- **Task to complete**
All of the data is to be set down again without alteration.

*** Opening of Records ***

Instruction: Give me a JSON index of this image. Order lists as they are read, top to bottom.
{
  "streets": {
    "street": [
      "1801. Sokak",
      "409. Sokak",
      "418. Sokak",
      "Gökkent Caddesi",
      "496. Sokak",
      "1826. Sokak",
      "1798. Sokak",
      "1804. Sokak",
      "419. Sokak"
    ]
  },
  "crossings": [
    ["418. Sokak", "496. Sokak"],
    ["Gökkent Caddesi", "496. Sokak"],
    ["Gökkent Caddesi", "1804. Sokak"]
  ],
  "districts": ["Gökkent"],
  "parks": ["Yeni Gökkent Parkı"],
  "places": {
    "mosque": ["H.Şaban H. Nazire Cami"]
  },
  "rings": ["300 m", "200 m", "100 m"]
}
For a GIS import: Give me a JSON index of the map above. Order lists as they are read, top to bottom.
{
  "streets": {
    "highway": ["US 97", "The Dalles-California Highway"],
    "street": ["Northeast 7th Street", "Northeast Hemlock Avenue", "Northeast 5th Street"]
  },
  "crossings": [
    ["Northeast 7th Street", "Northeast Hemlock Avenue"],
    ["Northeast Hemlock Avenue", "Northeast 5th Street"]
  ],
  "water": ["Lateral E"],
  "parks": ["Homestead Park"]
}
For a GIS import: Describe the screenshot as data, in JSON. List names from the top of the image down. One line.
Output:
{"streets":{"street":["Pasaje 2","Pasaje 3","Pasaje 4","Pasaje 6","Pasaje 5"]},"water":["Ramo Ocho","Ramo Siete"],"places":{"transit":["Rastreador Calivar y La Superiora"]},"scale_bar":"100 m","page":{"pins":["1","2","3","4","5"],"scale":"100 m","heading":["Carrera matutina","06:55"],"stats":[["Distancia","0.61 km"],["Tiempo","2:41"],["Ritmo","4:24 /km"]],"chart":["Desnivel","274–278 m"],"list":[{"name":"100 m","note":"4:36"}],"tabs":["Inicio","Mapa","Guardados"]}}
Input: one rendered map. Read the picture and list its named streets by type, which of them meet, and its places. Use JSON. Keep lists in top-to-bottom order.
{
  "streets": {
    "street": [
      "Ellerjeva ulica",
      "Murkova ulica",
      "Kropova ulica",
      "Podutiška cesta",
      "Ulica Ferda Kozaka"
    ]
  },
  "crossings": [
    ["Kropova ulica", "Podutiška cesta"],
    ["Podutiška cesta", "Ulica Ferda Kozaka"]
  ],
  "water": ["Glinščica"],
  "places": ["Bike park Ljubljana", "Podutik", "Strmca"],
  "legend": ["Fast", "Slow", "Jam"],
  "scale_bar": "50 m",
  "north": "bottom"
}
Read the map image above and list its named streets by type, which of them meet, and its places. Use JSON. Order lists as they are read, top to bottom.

*** Close of Records ***

- **Written solution**
Instruction: Give me a JSON index of this image. Order lists as they are read, top to bottom.
{
  "streets": {
    "street": [
      "1801. Sokak",
      "409. Sokak",
      "418. Sokak",
      "Gökkent Caddesi",
      "496. Sokak",
      "1826. Sokak",
      "1798. Sokak",
      "1804. Sokak",
      "419. Sokak"
    ]
  },
  "crossings": [
    ["418. Sokak", "496. Sokak"],
    ["Gökkent Caddesi", "496. Sokak"],
    ["Gökkent Caddesi", "1804. Sokak"]
  ],
  "districts": ["Gökkent"],
  "parks": ["Yeni Gökkent Parkı"],
  "places": {
    "mosque": ["H.Şaban H. Nazire Cami"]
  },
  "rings": ["300 m", "200 m", "100 m"]
}
For a GIS import: Give me a JSON index of the map above. Order lists as they are read, top to bottom.
{
  "streets": {
    "highway": ["US 97", "The Dalles-California Highway"],
    "street": ["Northeast 7th Street", "Northeast Hemlock Avenue", "Northeast 5th Street"]
  },
  "crossings": [
    ["Northeast 7th Street", "Northeast Hemlock Avenue"],
    ["Northeast Hemlock Avenue", "Northeast 5th Street"]
  ],
  "water": ["Lateral E"],
  "parks": ["Homestead Park"]
}
For a GIS import: Describe the screenshot as data, in JSON. List names from the top of the image down. One line.
Output:
{"streets":{"street":["Pasaje 2","Pasaje 3","Pasaje 4","Pasaje 6","Pasaje 5"]},"water":["Ramo Ocho","Ramo Siete"],"places":{"transit":["Rastreador Calivar y La Superiora"]},"scale_bar":"100 m","page":{"pins":["1","2","3","4","5"],"scale":"100 m","heading":["Carrera matutina","06:55"],"stats":[["Distancia","0.61 km"],["Tiempo","2:41"],["Ritmo","4:24 /km"]],"chart":["Desnivel","274–278 m"],"list":[{"name":"100 m","note":"4:36"}],"tabs":["Inicio","Mapa","Guardados"]}}
Input: one rendered map. Read the picture and list its named streets by type, which of them meet, and its places. Use JSON. Keep lists in top-to-bottom order.
{
  "streets": {
    "street": [
      "Ellerjeva ulica",
      "Murkova ulica",
      "Kropova ulica",
      "Podutiška cesta",
      "Ulica Ferda Kozaka"
    ]
  },
  "crossings": [
    ["Kropova ulica", "Podutiška cesta"],
    ["Podutiška cesta", "Ulica Ferda Kozaka"]
  ],
  "water": ["Glinščica"],
  "places": ["Bike park Ljubljana", "Podutik", "Strmca"],
  "legend": ["Fast", "Slow", "Jam"],
  "scale_bar": "50 m",
  "north": "bottom"
}
Read the map image above and list its named streets by type, which of them meet, and its places. Use JSON. Order lists as they are read, top to bottom.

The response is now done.